Exercise inputs below:

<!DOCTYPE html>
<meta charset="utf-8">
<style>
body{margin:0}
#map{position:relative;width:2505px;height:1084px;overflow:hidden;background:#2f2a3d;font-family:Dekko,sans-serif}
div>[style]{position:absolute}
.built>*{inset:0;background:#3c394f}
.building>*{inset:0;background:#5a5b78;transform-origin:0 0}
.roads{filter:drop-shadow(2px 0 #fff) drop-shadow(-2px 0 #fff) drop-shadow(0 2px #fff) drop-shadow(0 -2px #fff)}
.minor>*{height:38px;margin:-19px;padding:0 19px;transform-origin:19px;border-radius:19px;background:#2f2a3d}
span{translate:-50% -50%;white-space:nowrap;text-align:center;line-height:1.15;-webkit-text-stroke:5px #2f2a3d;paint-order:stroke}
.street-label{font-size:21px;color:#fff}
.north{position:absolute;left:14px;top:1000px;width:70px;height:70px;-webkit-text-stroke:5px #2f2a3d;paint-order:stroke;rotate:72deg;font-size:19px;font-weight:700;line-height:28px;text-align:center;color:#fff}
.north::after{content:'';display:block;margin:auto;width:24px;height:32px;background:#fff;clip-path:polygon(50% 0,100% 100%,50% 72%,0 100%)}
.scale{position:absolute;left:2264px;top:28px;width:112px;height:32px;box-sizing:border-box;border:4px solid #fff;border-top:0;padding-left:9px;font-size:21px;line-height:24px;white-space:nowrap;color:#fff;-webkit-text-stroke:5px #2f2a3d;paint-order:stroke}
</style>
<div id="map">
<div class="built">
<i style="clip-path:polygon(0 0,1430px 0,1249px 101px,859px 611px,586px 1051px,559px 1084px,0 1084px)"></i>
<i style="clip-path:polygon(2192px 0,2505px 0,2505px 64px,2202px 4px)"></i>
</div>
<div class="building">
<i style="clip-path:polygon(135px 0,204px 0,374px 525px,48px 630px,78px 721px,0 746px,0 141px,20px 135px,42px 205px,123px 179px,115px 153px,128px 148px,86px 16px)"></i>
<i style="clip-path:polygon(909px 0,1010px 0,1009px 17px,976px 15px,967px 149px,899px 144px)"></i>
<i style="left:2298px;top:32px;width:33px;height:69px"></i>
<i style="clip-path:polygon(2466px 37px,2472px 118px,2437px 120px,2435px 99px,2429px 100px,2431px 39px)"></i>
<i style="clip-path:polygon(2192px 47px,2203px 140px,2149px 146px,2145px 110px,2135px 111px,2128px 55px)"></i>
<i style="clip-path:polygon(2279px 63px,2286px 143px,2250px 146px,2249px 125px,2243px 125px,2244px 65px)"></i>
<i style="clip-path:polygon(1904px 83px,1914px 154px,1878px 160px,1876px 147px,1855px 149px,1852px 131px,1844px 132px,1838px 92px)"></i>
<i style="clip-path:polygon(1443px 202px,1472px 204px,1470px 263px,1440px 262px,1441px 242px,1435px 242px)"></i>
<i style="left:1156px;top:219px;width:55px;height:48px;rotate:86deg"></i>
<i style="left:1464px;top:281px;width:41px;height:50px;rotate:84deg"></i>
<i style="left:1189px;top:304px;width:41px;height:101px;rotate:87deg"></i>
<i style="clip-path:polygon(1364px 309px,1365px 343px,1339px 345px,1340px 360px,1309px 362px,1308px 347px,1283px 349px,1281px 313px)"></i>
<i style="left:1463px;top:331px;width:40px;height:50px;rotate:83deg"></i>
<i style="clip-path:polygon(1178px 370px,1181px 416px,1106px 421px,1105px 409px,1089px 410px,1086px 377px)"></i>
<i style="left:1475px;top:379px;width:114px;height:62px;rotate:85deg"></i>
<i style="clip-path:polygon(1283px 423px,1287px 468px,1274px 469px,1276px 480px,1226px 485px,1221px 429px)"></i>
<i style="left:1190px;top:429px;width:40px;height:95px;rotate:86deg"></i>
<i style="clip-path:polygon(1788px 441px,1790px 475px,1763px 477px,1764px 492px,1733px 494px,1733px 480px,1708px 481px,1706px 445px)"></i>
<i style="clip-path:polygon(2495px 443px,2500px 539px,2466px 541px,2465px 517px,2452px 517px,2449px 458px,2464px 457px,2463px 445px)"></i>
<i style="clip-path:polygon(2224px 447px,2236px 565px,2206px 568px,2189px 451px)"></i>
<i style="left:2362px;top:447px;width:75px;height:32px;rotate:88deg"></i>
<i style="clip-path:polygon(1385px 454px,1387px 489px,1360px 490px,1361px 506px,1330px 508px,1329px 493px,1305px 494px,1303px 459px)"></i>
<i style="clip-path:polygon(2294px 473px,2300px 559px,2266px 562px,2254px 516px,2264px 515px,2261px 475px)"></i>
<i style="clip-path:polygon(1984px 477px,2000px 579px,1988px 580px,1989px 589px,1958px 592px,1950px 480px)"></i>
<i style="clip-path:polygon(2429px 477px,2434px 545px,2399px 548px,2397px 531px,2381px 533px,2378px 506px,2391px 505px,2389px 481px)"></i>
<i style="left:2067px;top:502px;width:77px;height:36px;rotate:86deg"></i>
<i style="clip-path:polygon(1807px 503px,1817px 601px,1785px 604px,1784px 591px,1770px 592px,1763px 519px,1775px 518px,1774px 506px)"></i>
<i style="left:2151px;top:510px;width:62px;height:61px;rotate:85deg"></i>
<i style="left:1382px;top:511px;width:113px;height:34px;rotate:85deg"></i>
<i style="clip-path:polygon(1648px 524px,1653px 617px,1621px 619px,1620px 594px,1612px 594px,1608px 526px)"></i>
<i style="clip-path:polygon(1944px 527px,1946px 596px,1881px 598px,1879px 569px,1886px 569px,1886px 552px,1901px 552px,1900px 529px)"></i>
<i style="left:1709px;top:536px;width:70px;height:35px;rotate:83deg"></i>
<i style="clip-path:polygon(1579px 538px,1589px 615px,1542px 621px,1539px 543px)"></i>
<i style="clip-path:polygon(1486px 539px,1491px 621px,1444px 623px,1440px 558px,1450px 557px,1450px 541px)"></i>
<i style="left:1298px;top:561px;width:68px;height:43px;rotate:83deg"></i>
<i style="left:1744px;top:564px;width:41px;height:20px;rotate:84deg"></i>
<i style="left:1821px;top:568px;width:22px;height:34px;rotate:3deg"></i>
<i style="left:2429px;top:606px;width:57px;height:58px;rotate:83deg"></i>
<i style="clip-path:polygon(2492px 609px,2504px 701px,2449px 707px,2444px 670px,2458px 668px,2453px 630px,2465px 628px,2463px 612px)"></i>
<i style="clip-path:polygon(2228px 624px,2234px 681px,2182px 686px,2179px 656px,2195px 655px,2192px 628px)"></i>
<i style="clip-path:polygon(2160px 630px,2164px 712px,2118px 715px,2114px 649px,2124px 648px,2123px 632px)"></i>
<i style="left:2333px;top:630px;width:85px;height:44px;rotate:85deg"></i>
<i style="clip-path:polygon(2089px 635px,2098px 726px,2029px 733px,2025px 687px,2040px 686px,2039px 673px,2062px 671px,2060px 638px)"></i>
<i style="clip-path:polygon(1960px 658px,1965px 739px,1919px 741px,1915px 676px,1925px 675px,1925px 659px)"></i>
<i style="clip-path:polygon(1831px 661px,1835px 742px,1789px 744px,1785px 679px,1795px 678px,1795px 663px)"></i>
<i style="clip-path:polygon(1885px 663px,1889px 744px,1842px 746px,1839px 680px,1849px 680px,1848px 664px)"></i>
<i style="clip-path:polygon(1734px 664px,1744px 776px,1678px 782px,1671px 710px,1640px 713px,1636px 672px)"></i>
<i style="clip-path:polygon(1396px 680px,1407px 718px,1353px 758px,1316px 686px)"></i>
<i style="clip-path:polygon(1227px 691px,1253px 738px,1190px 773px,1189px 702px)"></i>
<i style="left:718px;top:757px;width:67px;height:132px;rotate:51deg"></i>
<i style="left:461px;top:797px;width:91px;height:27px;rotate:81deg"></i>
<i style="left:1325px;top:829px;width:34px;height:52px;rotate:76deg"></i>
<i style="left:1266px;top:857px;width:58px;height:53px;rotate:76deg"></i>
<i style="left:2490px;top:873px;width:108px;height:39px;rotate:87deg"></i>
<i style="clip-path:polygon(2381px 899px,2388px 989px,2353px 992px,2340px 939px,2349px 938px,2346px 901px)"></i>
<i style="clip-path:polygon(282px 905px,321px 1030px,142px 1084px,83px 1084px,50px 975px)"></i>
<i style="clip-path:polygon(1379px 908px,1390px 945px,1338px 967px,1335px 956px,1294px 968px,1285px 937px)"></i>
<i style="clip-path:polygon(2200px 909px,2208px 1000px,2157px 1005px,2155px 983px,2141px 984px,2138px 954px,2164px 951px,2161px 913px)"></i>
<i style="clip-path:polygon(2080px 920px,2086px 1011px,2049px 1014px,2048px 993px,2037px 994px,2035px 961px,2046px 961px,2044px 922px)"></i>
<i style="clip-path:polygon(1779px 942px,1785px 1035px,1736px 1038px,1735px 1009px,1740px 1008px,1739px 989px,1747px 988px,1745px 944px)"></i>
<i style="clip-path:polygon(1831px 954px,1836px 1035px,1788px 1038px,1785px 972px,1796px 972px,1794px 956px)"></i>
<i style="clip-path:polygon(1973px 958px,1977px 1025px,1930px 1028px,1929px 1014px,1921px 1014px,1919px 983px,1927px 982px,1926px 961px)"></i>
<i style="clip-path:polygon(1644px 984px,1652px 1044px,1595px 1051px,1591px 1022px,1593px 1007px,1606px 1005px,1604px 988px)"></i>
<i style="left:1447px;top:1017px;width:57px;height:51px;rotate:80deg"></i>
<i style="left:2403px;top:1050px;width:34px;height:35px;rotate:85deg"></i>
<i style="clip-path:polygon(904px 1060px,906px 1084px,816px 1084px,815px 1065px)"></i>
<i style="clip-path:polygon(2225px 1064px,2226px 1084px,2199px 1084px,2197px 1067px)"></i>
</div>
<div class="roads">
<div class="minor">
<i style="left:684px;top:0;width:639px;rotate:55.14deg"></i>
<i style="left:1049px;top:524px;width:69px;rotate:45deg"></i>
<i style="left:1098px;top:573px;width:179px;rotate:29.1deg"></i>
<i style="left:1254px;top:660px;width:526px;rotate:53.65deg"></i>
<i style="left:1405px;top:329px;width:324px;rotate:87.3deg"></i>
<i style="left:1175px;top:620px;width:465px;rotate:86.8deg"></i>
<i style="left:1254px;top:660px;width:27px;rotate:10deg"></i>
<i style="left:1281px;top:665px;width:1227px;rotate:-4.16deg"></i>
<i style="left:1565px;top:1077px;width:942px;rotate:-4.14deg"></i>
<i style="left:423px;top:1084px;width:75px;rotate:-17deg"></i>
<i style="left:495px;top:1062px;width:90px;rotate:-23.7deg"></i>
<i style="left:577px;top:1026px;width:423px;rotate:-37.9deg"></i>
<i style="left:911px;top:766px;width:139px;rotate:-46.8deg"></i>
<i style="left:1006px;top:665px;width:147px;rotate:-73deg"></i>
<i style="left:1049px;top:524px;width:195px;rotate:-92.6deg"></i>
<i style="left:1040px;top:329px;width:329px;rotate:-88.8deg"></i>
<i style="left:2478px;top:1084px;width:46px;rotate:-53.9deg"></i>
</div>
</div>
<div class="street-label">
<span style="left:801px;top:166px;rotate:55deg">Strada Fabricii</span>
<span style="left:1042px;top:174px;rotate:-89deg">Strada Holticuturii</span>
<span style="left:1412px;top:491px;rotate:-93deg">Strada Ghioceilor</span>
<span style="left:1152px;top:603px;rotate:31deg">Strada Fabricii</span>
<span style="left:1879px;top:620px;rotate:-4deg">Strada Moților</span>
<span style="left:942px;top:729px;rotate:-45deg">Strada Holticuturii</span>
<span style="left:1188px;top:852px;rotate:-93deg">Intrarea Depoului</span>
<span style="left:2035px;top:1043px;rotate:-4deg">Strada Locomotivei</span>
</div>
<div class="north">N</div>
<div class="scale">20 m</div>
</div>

End of Exercise inputs.

Work item: What you return should be the lines from the start of the data through the line with "0 #fff) drop-shadow(-2px", quoted exactly and nothing more.

Solution to this problem:
<!DOCTYPE html>
<meta charset="utf-8">
<style>
body{margin:0}
#map{position:relative;width:2505px;height:1084px;overflow:hidden;background:#2f2a3d;font-family:Dekko,sans-serif}
div>[style]{position:absolute}
.built>*{inset:0;background:#3c394f}
.building>*{inset:0;background:#5a5b78;transform-origin:0 0}
.roads{filter:drop-shadow(2px 0 #fff) drop-shadow(-2px 0 #fff) drop-shadow(0 2px #fff) drop-shadow(0 -2px #fff)}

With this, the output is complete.